__Dataset entries__:

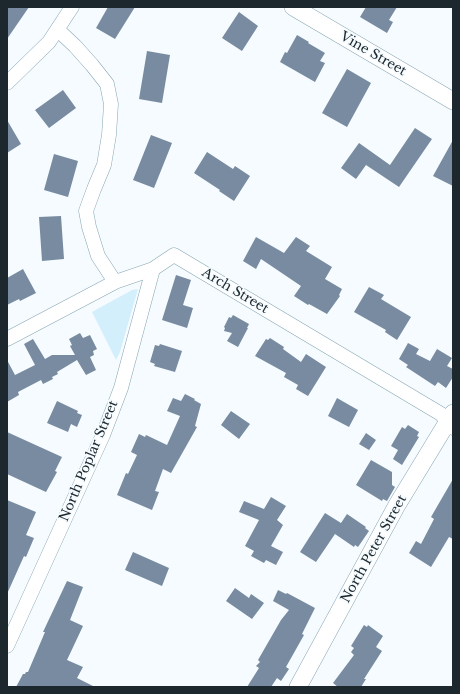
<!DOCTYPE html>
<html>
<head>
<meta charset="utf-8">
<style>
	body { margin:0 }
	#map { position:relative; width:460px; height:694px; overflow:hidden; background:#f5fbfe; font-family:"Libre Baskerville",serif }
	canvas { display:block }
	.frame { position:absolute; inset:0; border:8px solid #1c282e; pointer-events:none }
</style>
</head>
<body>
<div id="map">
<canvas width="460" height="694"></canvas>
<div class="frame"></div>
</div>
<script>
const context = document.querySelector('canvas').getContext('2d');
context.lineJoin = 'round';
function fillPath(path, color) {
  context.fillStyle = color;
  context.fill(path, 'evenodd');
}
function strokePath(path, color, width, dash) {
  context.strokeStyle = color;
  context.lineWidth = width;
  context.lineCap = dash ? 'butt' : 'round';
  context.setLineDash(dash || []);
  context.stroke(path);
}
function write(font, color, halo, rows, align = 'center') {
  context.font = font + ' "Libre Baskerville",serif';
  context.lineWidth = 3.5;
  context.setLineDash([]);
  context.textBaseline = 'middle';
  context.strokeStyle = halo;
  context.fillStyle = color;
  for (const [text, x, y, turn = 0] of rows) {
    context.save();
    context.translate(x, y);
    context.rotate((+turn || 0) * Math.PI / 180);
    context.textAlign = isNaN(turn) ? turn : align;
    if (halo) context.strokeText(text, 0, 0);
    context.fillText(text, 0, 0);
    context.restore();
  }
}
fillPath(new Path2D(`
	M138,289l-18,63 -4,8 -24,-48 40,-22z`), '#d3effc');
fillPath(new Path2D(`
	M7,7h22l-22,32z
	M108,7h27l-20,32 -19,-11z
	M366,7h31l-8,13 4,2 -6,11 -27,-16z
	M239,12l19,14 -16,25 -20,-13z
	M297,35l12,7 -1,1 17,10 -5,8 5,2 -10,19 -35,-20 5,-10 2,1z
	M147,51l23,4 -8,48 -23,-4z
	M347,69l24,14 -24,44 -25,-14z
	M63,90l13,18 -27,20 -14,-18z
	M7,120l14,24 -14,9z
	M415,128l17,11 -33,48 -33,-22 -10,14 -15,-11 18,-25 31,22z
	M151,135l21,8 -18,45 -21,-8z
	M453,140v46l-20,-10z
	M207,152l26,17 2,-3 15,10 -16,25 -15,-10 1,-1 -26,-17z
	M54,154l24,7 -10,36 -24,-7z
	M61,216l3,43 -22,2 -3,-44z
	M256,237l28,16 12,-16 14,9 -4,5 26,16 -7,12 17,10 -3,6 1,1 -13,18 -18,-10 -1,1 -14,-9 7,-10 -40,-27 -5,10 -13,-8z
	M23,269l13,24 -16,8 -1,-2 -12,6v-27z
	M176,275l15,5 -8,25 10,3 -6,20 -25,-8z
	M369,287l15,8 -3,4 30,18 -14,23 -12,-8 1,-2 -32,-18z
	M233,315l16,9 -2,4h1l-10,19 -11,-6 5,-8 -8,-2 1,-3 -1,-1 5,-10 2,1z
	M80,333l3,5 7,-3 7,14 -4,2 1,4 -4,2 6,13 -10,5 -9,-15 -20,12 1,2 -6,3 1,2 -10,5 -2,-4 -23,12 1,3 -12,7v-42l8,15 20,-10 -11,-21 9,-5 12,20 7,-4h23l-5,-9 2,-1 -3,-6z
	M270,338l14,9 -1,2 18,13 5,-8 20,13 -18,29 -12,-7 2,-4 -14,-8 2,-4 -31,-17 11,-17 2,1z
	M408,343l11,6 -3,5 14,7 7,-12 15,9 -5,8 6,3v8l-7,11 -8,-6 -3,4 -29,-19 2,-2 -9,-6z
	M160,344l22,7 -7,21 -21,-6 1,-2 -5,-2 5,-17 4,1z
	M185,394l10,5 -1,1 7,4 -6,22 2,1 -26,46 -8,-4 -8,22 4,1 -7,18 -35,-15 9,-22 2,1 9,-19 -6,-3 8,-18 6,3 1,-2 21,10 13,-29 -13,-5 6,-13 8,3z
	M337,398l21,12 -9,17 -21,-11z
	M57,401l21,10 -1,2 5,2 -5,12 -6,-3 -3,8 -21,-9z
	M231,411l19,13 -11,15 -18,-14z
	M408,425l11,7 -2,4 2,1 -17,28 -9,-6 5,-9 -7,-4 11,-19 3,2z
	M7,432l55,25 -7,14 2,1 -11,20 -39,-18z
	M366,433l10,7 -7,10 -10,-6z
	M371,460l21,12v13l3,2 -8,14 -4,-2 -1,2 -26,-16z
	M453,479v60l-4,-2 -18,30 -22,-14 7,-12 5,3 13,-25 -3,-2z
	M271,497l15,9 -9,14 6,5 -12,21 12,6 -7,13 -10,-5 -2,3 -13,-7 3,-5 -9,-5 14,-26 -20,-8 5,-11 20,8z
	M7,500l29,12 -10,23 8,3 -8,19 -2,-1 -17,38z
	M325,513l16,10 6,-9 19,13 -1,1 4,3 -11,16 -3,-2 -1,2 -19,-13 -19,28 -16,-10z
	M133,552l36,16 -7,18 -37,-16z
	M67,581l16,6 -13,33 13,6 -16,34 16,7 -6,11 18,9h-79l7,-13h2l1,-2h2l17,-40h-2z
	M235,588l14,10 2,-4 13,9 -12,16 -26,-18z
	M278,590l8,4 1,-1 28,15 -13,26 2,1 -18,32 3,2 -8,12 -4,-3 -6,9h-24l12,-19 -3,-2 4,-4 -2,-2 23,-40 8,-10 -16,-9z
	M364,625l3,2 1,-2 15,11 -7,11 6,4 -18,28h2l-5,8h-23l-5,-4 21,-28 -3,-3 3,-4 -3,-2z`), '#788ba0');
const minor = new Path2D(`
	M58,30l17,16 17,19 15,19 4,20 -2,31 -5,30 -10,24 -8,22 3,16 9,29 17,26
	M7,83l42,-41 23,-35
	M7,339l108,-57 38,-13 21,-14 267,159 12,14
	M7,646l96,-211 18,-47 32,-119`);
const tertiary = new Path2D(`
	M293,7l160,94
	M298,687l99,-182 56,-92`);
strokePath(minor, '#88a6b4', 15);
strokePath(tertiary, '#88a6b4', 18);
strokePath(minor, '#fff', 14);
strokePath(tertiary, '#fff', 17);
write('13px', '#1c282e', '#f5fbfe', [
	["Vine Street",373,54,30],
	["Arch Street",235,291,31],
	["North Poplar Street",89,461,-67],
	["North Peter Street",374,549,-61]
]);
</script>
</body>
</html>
---
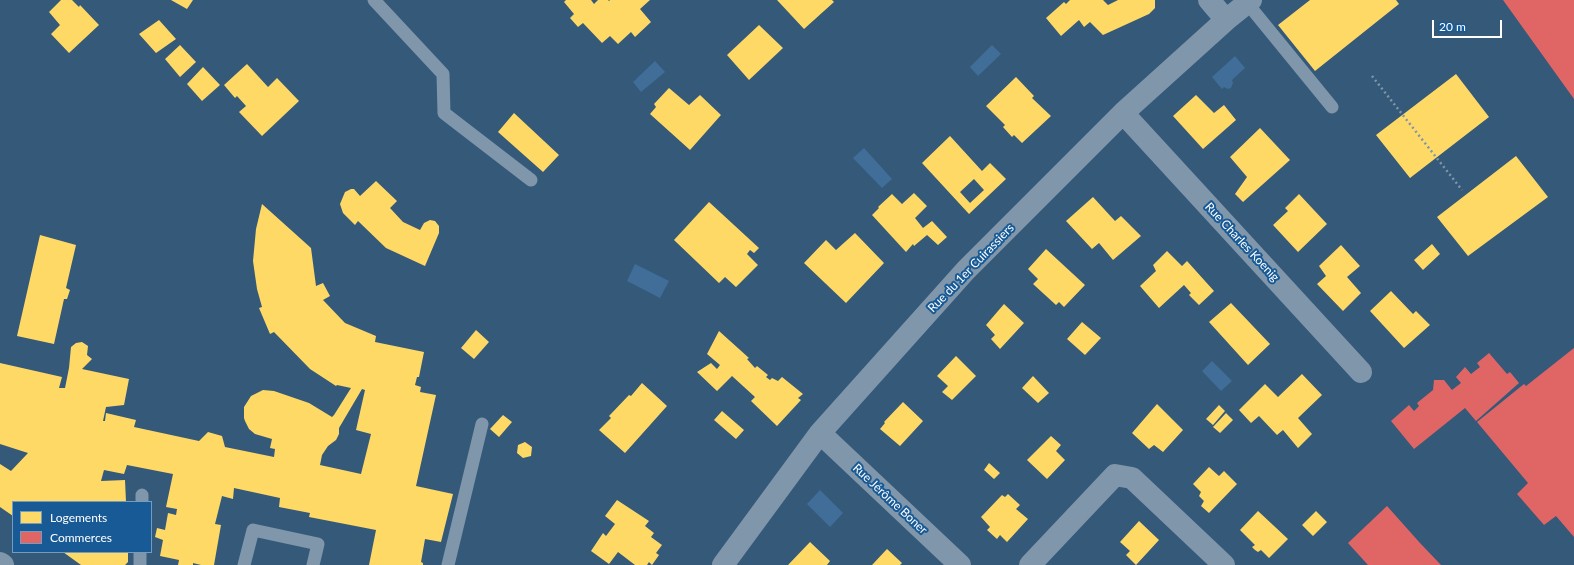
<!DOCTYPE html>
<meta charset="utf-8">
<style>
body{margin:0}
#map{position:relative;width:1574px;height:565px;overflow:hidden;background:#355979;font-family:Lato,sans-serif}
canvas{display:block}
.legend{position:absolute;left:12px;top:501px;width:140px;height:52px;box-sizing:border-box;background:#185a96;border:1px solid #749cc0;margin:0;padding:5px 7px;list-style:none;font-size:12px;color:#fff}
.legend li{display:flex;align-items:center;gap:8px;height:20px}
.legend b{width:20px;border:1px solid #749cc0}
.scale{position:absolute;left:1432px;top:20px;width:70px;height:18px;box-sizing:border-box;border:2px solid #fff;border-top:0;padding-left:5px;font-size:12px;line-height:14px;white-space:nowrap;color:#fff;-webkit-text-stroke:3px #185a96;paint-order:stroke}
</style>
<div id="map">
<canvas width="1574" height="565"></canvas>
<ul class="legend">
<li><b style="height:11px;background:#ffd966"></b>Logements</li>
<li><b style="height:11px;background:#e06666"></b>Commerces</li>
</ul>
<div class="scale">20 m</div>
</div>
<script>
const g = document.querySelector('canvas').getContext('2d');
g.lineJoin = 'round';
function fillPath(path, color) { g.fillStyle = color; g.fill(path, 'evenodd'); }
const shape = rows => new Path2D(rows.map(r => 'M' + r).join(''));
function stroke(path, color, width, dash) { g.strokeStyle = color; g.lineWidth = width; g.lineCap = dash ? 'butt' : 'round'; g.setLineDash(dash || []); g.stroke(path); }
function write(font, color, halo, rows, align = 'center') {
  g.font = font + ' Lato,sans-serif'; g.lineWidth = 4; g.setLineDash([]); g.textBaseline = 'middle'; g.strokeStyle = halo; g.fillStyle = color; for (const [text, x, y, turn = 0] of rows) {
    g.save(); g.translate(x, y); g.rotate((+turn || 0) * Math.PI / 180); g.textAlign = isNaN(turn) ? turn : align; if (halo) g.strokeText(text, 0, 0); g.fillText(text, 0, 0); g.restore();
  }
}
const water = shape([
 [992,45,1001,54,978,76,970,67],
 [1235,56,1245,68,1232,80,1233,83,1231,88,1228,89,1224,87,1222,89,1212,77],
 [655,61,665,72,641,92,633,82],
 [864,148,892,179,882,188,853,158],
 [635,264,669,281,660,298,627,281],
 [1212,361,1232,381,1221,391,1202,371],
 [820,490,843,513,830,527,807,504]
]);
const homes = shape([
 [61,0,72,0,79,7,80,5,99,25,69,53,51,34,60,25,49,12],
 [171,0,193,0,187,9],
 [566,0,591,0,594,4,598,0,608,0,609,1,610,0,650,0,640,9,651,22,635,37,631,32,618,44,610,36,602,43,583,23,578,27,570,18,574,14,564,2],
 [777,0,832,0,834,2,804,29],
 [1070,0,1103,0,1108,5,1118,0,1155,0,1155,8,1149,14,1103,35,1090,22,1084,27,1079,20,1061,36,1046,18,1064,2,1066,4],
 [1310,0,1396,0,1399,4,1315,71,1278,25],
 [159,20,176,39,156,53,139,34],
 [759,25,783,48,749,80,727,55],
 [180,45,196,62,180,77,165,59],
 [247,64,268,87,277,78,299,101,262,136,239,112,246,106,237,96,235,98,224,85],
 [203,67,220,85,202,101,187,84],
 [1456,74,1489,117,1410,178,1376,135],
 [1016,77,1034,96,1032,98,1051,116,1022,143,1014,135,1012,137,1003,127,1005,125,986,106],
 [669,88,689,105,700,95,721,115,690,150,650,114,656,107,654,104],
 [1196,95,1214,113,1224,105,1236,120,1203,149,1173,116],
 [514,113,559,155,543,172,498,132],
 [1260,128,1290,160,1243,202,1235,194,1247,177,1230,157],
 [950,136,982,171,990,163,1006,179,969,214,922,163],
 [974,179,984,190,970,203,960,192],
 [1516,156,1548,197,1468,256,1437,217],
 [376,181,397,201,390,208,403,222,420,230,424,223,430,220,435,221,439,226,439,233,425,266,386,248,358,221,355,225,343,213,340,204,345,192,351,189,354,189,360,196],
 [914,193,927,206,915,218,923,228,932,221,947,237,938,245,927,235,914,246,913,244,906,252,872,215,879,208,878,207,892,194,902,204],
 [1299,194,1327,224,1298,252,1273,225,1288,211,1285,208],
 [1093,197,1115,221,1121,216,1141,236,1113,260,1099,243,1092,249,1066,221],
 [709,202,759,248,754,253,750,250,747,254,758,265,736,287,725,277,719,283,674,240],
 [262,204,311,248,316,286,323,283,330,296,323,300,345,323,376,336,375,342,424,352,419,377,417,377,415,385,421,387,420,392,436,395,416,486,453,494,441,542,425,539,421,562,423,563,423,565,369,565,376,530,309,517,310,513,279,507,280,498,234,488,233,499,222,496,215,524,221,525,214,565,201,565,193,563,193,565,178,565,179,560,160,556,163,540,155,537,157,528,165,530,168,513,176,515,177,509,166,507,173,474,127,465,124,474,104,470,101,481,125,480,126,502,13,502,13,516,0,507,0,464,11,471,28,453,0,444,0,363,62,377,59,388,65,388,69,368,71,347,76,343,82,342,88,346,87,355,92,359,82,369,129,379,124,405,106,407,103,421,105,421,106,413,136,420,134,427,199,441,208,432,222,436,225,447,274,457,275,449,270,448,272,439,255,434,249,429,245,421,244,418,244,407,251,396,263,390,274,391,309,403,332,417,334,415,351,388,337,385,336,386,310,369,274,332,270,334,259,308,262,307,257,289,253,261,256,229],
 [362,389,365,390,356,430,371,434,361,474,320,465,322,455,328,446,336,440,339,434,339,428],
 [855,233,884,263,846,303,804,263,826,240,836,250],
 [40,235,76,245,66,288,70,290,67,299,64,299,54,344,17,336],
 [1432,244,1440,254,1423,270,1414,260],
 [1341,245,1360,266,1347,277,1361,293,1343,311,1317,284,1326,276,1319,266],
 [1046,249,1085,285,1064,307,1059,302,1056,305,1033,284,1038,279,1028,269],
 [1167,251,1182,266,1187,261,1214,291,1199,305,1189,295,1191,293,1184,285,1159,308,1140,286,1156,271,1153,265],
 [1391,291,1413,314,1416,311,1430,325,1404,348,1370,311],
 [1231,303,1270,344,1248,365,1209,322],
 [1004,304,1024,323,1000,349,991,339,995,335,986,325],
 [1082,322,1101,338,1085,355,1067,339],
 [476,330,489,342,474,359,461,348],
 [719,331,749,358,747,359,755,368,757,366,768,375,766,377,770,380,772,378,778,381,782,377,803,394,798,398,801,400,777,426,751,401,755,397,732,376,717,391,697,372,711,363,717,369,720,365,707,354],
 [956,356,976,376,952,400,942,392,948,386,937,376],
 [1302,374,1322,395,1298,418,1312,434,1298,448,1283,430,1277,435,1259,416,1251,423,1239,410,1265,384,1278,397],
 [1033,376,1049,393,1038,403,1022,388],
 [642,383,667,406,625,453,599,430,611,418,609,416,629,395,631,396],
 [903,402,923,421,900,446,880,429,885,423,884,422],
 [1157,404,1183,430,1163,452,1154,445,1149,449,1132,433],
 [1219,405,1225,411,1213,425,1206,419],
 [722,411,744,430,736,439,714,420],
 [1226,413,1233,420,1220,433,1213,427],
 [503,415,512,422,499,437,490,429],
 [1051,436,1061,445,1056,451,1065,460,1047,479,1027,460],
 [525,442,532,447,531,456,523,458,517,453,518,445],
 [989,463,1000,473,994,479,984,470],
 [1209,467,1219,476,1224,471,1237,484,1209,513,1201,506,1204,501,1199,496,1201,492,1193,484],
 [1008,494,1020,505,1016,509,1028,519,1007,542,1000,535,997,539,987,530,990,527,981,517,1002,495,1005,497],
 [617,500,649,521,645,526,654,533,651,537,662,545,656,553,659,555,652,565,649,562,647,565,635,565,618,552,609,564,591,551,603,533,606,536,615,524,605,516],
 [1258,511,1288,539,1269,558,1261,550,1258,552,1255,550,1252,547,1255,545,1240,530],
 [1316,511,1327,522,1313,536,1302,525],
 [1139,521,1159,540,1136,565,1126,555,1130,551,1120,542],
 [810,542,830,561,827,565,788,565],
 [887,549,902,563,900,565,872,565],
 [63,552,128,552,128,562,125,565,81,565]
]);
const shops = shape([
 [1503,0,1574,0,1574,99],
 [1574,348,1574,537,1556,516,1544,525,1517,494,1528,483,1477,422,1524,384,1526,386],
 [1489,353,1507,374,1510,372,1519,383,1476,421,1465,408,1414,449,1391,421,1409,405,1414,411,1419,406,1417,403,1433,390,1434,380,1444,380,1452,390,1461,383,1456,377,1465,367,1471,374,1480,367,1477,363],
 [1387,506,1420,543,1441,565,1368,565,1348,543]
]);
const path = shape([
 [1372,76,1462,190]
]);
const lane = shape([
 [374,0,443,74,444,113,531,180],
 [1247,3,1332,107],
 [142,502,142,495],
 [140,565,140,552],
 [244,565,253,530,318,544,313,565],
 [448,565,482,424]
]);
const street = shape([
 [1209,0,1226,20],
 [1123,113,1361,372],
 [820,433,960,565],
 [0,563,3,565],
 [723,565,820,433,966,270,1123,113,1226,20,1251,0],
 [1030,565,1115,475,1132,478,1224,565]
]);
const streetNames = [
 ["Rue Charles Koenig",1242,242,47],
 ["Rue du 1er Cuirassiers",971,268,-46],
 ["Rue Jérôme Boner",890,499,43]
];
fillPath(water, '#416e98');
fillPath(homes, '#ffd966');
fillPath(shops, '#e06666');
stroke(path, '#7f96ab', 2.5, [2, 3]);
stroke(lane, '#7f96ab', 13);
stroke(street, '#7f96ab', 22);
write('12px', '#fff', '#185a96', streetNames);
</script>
==
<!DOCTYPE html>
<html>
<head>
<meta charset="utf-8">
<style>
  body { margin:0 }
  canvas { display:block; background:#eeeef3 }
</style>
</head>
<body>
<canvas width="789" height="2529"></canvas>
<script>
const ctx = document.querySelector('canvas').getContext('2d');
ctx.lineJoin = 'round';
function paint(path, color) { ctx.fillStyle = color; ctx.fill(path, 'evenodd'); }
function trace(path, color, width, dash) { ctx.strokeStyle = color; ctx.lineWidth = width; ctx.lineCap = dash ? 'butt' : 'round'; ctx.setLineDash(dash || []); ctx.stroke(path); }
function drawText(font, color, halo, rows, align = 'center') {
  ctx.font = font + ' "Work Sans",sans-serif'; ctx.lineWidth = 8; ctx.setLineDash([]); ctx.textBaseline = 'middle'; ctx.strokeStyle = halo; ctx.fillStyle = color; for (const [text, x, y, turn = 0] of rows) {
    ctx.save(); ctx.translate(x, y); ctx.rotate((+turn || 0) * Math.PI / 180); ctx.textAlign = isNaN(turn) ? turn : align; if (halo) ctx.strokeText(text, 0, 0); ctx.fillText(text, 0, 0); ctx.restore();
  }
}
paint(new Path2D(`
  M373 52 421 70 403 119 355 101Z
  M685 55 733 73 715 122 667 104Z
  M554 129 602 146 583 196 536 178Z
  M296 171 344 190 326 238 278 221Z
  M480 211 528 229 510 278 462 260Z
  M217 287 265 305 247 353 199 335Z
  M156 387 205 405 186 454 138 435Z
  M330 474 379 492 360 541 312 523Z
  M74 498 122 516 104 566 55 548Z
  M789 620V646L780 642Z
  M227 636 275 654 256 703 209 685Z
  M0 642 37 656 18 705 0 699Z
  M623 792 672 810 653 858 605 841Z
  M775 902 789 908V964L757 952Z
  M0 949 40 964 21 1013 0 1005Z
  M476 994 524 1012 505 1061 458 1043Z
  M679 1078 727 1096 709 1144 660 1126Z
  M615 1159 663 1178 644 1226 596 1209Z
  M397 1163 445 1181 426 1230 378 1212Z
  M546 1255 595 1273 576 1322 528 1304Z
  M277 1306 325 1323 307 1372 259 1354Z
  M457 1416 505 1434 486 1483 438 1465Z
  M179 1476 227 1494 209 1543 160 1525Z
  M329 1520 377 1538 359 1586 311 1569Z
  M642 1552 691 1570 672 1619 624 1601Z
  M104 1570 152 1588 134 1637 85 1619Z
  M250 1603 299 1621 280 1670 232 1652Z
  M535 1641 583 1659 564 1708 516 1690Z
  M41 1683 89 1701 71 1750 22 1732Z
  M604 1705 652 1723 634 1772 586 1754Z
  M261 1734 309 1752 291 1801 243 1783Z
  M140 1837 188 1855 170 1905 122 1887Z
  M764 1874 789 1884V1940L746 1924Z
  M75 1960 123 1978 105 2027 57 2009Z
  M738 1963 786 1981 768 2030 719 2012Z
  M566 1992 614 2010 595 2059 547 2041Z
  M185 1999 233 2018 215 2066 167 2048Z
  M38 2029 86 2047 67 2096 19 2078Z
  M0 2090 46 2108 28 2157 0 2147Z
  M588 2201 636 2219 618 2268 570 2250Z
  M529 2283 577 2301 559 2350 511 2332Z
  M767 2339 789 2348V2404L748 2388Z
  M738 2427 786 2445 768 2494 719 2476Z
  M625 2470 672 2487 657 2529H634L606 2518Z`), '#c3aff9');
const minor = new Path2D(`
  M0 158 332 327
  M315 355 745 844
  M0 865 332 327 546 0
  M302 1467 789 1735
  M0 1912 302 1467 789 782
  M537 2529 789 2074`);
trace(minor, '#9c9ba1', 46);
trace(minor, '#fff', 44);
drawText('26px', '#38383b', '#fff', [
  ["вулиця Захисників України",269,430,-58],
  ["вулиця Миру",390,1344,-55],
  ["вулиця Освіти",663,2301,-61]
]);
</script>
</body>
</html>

__What is being asked__: For the material above, reproduce exactly the lines from the line with "context.lineWidth = width;" to the line with "M61,216l3,43 -22,2 -3,-44z", inclusive, and exclude all others.

__Result for this task__:
  context.lineWidth = width;
  context.lineCap = dash ? 'butt' : 'round';
  context.setLineDash(dash || []);
  context.stroke(path);
}
function write(font, color, halo, rows, align = 'center') {
  context.font = font + ' "Libre Baskerville",serif';
  context.lineWidth = 3.5;
  context.setLineDash([]);
  context.textBaseline = 'middle';
  context.strokeStyle = halo;
  context.fillStyle = color;
  for (const [text, x, y, turn = 0] of rows) {
    context.save();
    context.translate(x, y);
    context.rotate((+turn || 0) * Math.PI / 180);
    context.textAlign = isNaN(turn) ? turn : align;
    if (halo) context.strokeText(text, 0, 0);
    context.fillText(text, 0, 0);
    context.restore();
  }
}
fillPath(new Path2D(`
	M138,289l-18,63 -4,8 -24,-48 40,-22z`), '#d3effc');
fillPath(new Path2D(`
	M7,7h22l-22,32z
	M108,7h27l-20,32 -19,-11z
	M366,7h31l-8,13 4,2 -6,11 -27,-16z
	M239,12l19,14 -16,25 -20,-13z
	M297,35l12,7 -1,1 17,10 -5,8 5,2 -10,19 -35,-20 5,-10 2,1z
	M147,51l23,4 -8,48 -23,-4z
	M347,69l24,14 -24,44 -25,-14z
	M63,90l13,18 -27,20 -14,-18z
	M7,120l14,24 -14,9z
	M415,128l17,11 -33,48 -33,-22 -10,14 -15,-11 18,-25 31,22z
	M151,135l21,8 -18,45 -21,-8z
	M453,140v46l-20,-10z
	M207,152l26,17 2,-3 15,10 -16,25 -15,-10 1,-1 -26,-17z
	M54,154l24,7 -10,36 -24,-7z
	M61,216l3,43 -22,2 -3,-44z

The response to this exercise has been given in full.